┌──

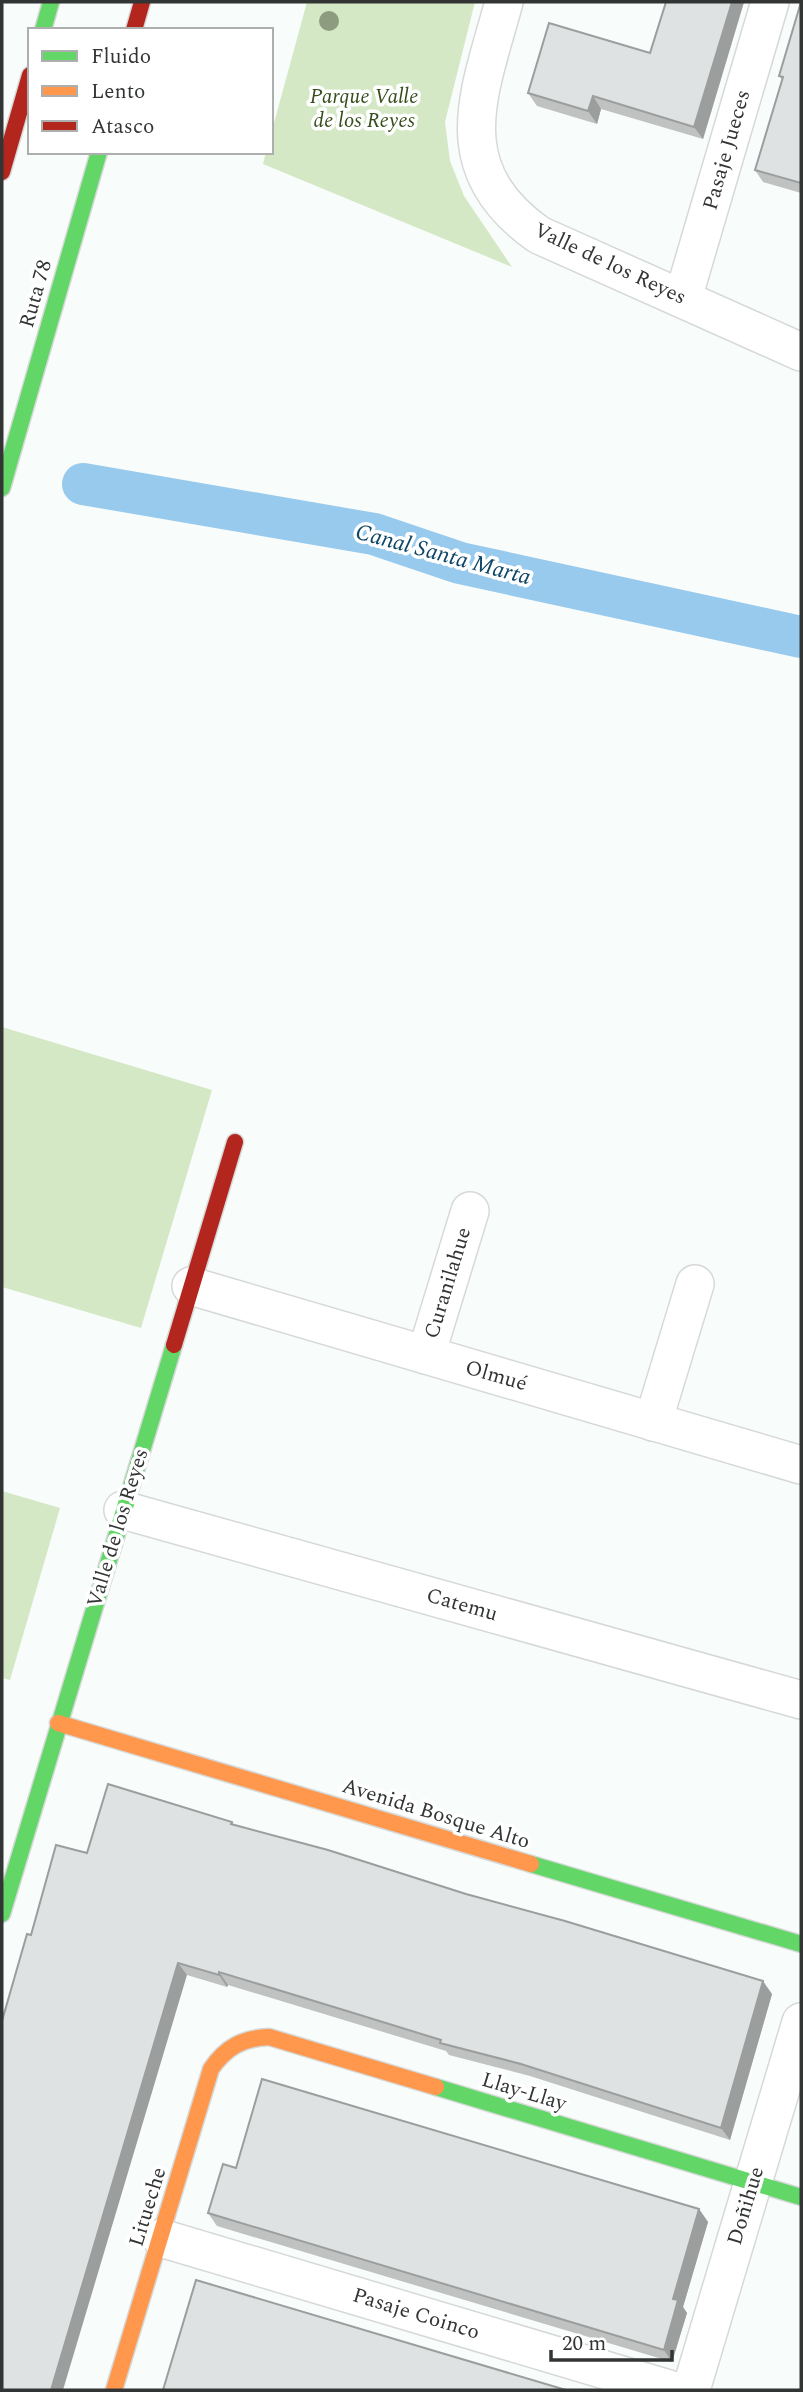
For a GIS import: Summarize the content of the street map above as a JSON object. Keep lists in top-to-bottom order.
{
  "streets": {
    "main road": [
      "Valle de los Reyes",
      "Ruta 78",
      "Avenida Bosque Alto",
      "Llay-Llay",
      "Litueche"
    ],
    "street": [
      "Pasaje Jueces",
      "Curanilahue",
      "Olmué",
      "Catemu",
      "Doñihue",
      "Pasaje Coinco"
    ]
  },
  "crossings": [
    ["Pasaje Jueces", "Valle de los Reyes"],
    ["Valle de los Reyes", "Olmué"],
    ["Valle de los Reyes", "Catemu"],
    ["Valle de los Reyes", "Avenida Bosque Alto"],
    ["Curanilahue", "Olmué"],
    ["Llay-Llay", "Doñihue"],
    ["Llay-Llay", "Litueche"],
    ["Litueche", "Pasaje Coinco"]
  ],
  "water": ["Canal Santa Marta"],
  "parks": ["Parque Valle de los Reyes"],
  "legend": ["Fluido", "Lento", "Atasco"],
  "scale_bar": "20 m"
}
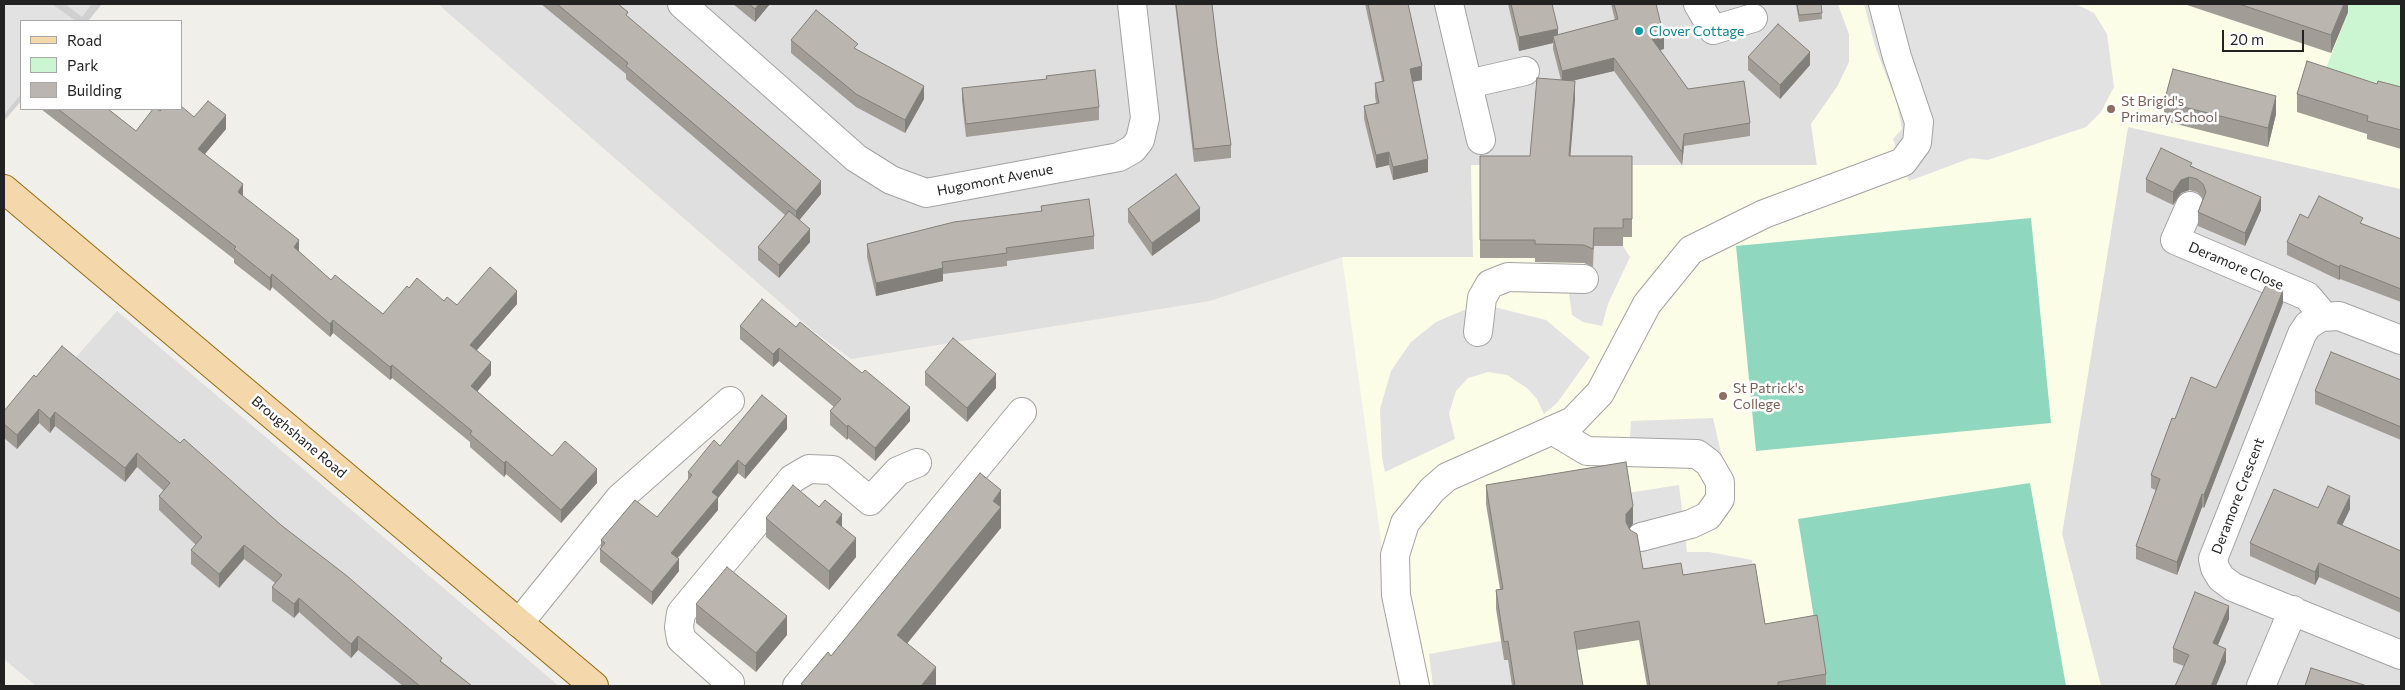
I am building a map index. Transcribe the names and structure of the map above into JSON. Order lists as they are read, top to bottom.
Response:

└──

Every record must be copied exactly, with images dropped from the result.

▸ **Reply to the task**:
For a GIS import: Summarize the content of the street map above as a JSON object. Keep lists in top-to-bottom order.
{
  "streets": {
    "main road": [
      "Valle de los Reyes",
      "Ruta 78",
      "Avenida Bosque Alto",
      "Llay-Llay",
      "Litueche"
    ],
    "street": [
      "Pasaje Jueces",
      "Curanilahue",
      "Olmué",
      "Catemu",
      "Doñihue",
      "Pasaje Coinco"
    ]
  },
  "crossings": [
    ["Pasaje Jueces", "Valle de los Reyes"],
    ["Valle de los Reyes", "Olmué"],
    ["Valle de los Reyes", "Catemu"],
    ["Valle de los Reyes", "Avenida Bosque Alto"],
    ["Curanilahue", "Olmué"],
    ["Llay-Llay", "Doñihue"],
    ["Llay-Llay", "Litueche"],
    ["Litueche", "Pasaje Coinco"]
  ],
  "water": ["Canal Santa Marta"],
  "parks": ["Parque Valle de los Reyes"],
  "legend": ["Fluido", "Lento", "Atasco"],
  "scale_bar": "20 m"
}
I am building a map index. Transcribe the names and structure of the map above into JSON. Order lists as they are read, top to bottom.
Response:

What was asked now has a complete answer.